I was in France last year and I found them to be very pleasant people, far more friendlier than Americans.

France seeks to shed reputation for rudeness to woo tourists - FT.com


----------



## soonerthunder22 (Aug 9, 2014)

The little woman and I have been to France numerous times and have never had any problems with the French.   Of course, it helps if you can speak their language, and will put out the effort to converse in a way that puts them at ease.

People who are loud and obnoxious tend to irritate the French as it would anyone.  The thing tourists need to keep in mind is:  We are visitors in their country and should respect their customs and individuality and treat them accordingly.  That little pearl of wisdom will serve you in good stead in most any country you travel to, and will leave a good impression of America and its citizens.


----------



## Swagger (Aug 10, 2014)

Never understood the baseless accusation of the French being rude. I've been all over the place and for the most part they're quite a friendly, outgoing nation. Very fit, too, which is why rarely see fat people in France. Don't get me started on the food.


----------



## Luddly Neddite (Aug 16, 2014)

I think you get what you give. 

If you treat your host country rudely, that's what you'll get back. 

I thought the French were wonderfully welcoming - couldn't have been nicer.


----------



## Toro (Aug 17, 2014)

I've never had a problem in France, except one time when this snooty train employee was rude because my French was so poor.  But otherwise, I've never had any problem.  I always apologize for not speaking the language in their language, then ask if they speak English.


----------



## Mad Scientist (Aug 17, 2014)

Some French Politician (can't remember the name) was on a trip to Japan when he made a comment about Japanese people that pissed off the whole Island Nation.

"They look like a bunch of ants!"


----------



## skye (Aug 17, 2014)

I don't have  a bad word to say against the French! Adore the people the food the civilization I love  everything about it!   

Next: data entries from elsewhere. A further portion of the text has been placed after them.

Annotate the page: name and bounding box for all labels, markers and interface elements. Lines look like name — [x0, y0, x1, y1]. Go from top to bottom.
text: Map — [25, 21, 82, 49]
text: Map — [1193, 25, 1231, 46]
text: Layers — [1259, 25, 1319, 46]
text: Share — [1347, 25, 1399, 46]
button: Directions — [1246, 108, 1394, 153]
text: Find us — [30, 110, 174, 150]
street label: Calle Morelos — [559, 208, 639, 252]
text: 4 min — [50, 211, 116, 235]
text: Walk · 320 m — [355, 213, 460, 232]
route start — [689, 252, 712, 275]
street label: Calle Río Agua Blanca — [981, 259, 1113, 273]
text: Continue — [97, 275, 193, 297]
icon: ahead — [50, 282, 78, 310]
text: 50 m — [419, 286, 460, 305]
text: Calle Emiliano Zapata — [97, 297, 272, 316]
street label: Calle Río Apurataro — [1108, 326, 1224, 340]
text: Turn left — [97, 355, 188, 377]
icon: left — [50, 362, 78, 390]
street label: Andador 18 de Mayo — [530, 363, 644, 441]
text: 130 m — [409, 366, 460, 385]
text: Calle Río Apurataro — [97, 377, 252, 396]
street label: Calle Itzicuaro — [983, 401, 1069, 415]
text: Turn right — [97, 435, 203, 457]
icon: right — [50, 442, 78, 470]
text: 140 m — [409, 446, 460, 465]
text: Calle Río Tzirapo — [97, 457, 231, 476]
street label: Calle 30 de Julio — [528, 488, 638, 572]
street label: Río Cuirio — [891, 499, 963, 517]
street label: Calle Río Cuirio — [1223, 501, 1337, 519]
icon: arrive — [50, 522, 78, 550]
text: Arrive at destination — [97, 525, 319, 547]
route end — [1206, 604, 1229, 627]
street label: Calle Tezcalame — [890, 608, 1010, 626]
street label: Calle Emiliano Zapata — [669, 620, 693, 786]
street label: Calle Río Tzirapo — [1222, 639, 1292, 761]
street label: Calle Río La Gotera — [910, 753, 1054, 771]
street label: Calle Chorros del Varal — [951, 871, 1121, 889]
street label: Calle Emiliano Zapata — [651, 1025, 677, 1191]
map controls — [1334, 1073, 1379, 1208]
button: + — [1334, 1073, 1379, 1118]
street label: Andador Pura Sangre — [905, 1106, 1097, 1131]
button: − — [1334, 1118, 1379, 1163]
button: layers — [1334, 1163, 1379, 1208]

I Am a Francophile at heart!


----------



## Ringel05 (Aug 18, 2014)

After WWII our relationship with the De Gaul regime wasn't the best and there was some national animosity that arose out of it.  
Then we had the ugly American (tourist), rude, demanding and arrogant which in France ran in the face of French arrogance and pride.
Pretty much (in general) that's where the rude reputation stems from.  Most of that has changed over the decades.


----------